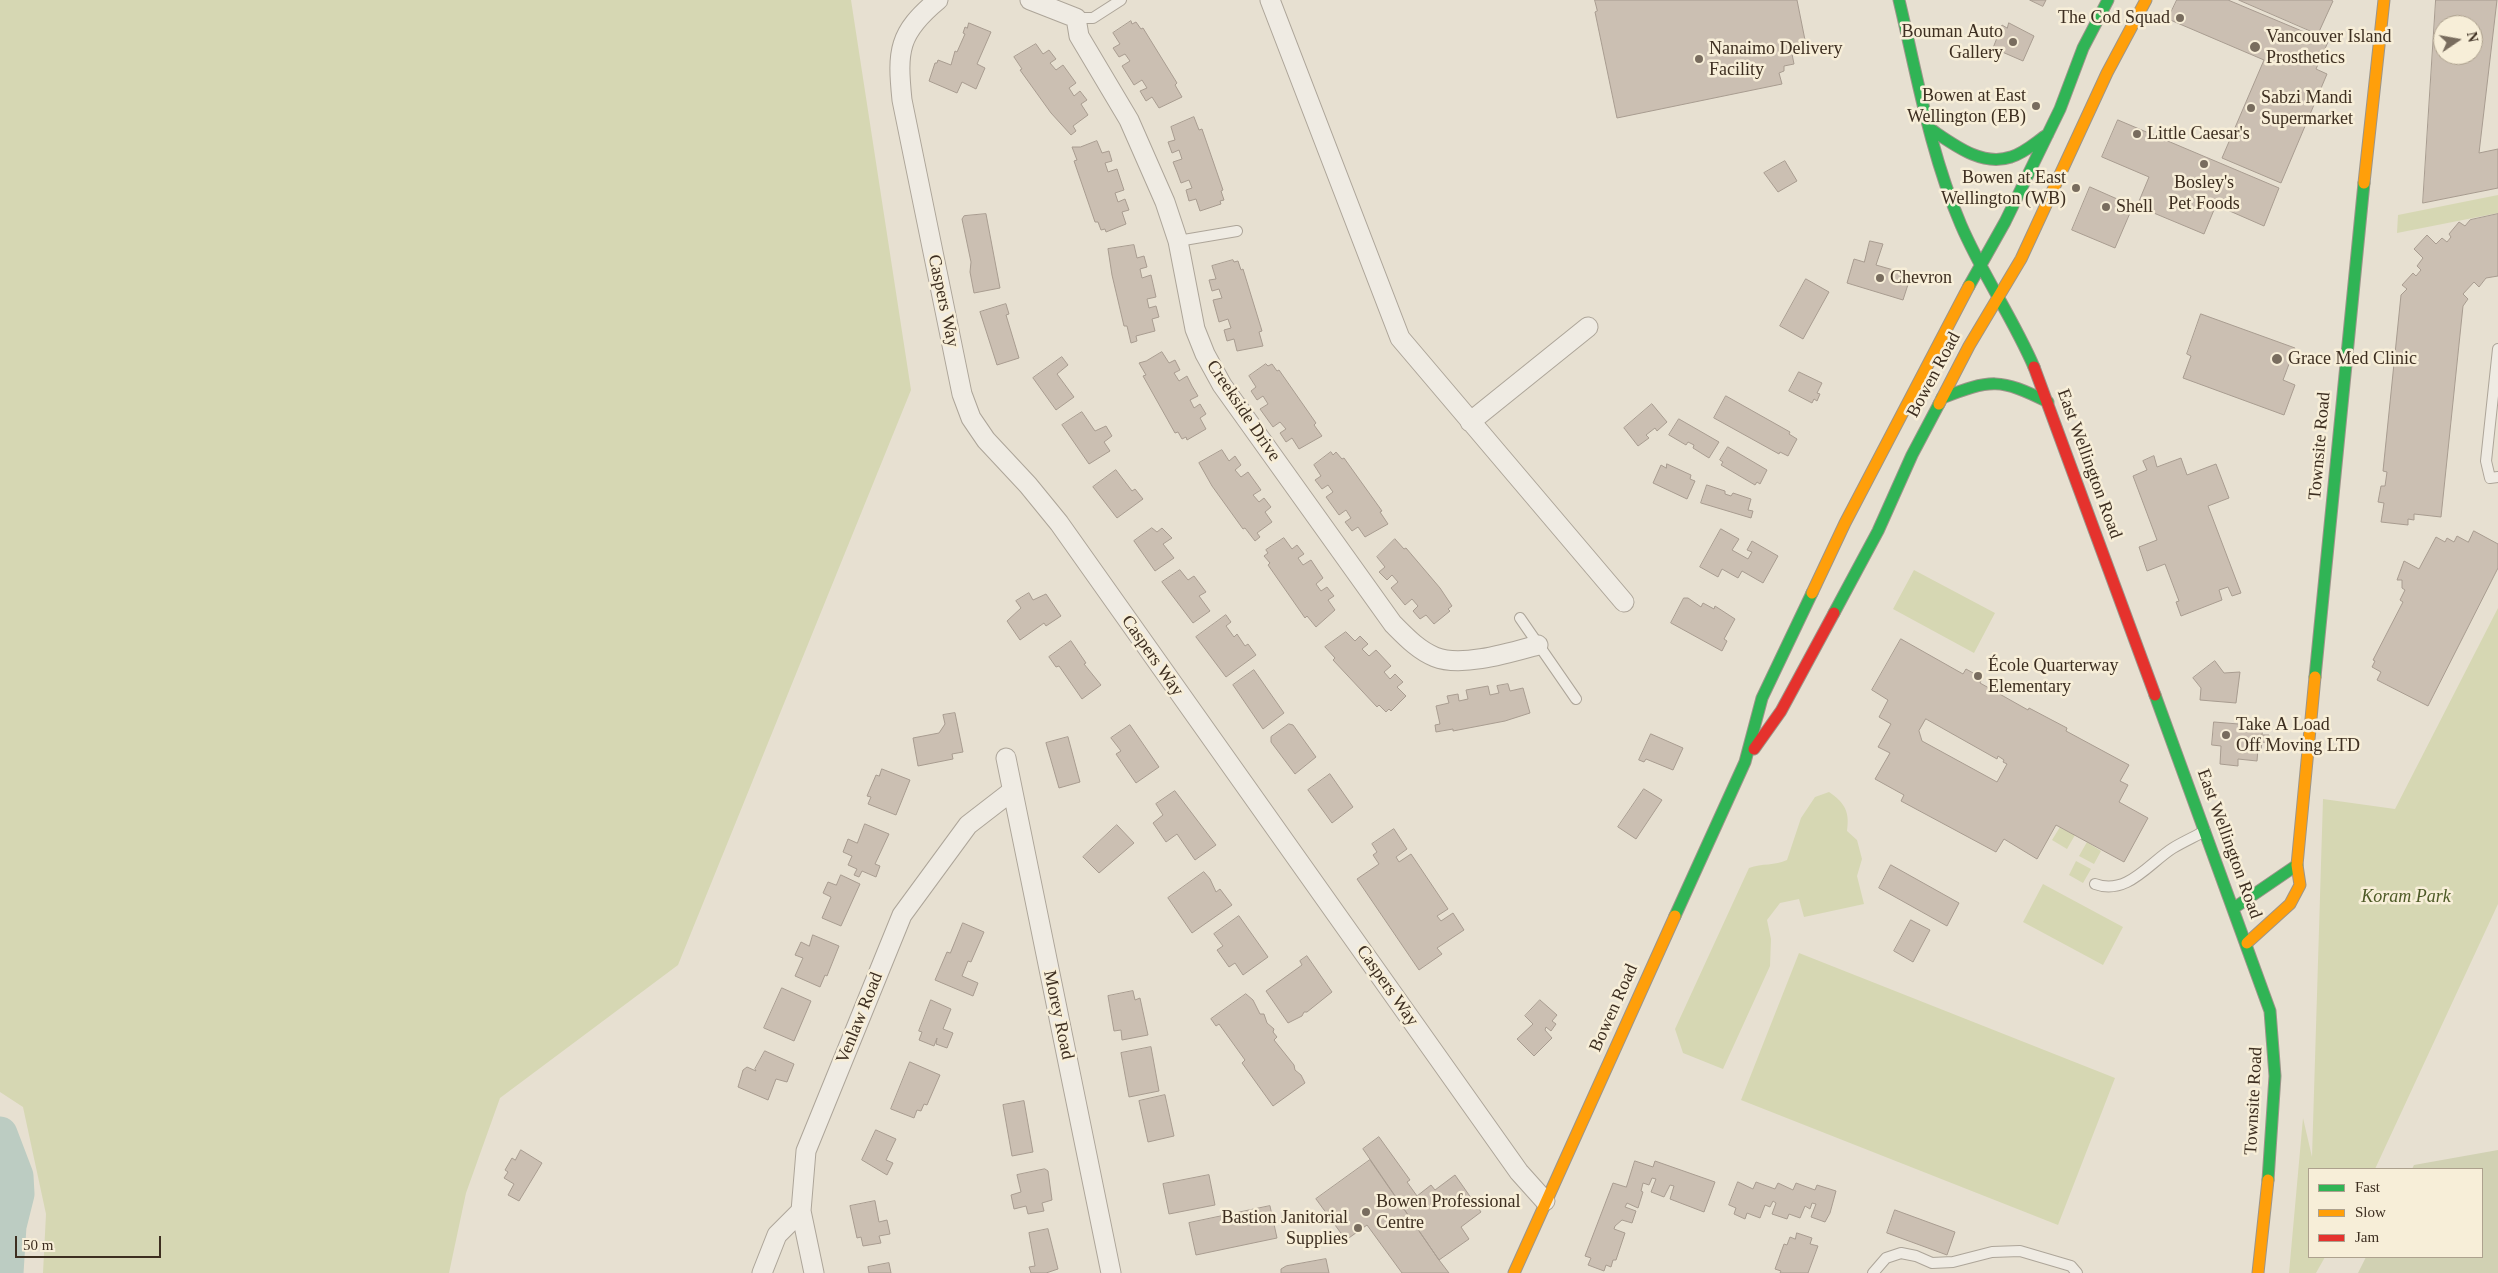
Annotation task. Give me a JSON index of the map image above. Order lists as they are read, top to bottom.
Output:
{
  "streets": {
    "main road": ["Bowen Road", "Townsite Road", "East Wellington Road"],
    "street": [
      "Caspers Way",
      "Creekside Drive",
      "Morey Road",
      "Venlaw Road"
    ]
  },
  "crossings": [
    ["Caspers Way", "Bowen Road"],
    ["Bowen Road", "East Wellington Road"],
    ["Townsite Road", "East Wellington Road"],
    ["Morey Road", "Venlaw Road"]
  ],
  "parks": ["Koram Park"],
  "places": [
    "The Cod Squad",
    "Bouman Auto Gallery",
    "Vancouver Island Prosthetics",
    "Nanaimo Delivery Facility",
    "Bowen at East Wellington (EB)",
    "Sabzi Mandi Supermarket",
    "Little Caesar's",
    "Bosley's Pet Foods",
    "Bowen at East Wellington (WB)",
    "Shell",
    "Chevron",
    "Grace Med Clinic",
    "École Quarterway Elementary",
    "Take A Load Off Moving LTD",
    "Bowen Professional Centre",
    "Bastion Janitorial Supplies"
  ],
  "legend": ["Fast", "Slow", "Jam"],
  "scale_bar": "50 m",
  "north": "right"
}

> [What this task involves]:
The entries above should be reproduced exactly, without their pictures.

> [Answer to this task]:
Annotation task. Give me a JSON index of the map image above. Order lists as they are read, top to bottom.
Output:
{
  "streets": {
    "main road": ["Bowen Road", "Townsite Road", "East Wellington Road"],
    "street": [
      "Caspers Way",
      "Creekside Drive",
      "Morey Road",
      "Venlaw Road"
    ]
  },
  "crossings": [
    ["Caspers Way", "Bowen Road"],
    ["Bowen Road", "East Wellington Road"],
    ["Townsite Road", "East Wellington Road"],
    ["Morey Road", "Venlaw Road"]
  ],
  "parks": ["Koram Park"],
  "places": [
    "The Cod Squad",
    "Bouman Auto Gallery",
    "Vancouver Island Prosthetics",
    "Nanaimo Delivery Facility",
    "Bowen at East Wellington (EB)",
    "Sabzi Mandi Supermarket",
    "Little Caesar's",
    "Bosley's Pet Foods",
    "Bowen at East Wellington (WB)",
    "Shell",
    "Chevron",
    "Grace Med Clinic",
    "École Quarterway Elementary",
    "Take A Load Off Moving LTD",
    "Bowen Professional Centre",
    "Bastion Janitorial Supplies"
  ],
  "legend": ["Fast", "Slow", "Jam"],
  "scale_bar": "50 m",
  "north": "right"
}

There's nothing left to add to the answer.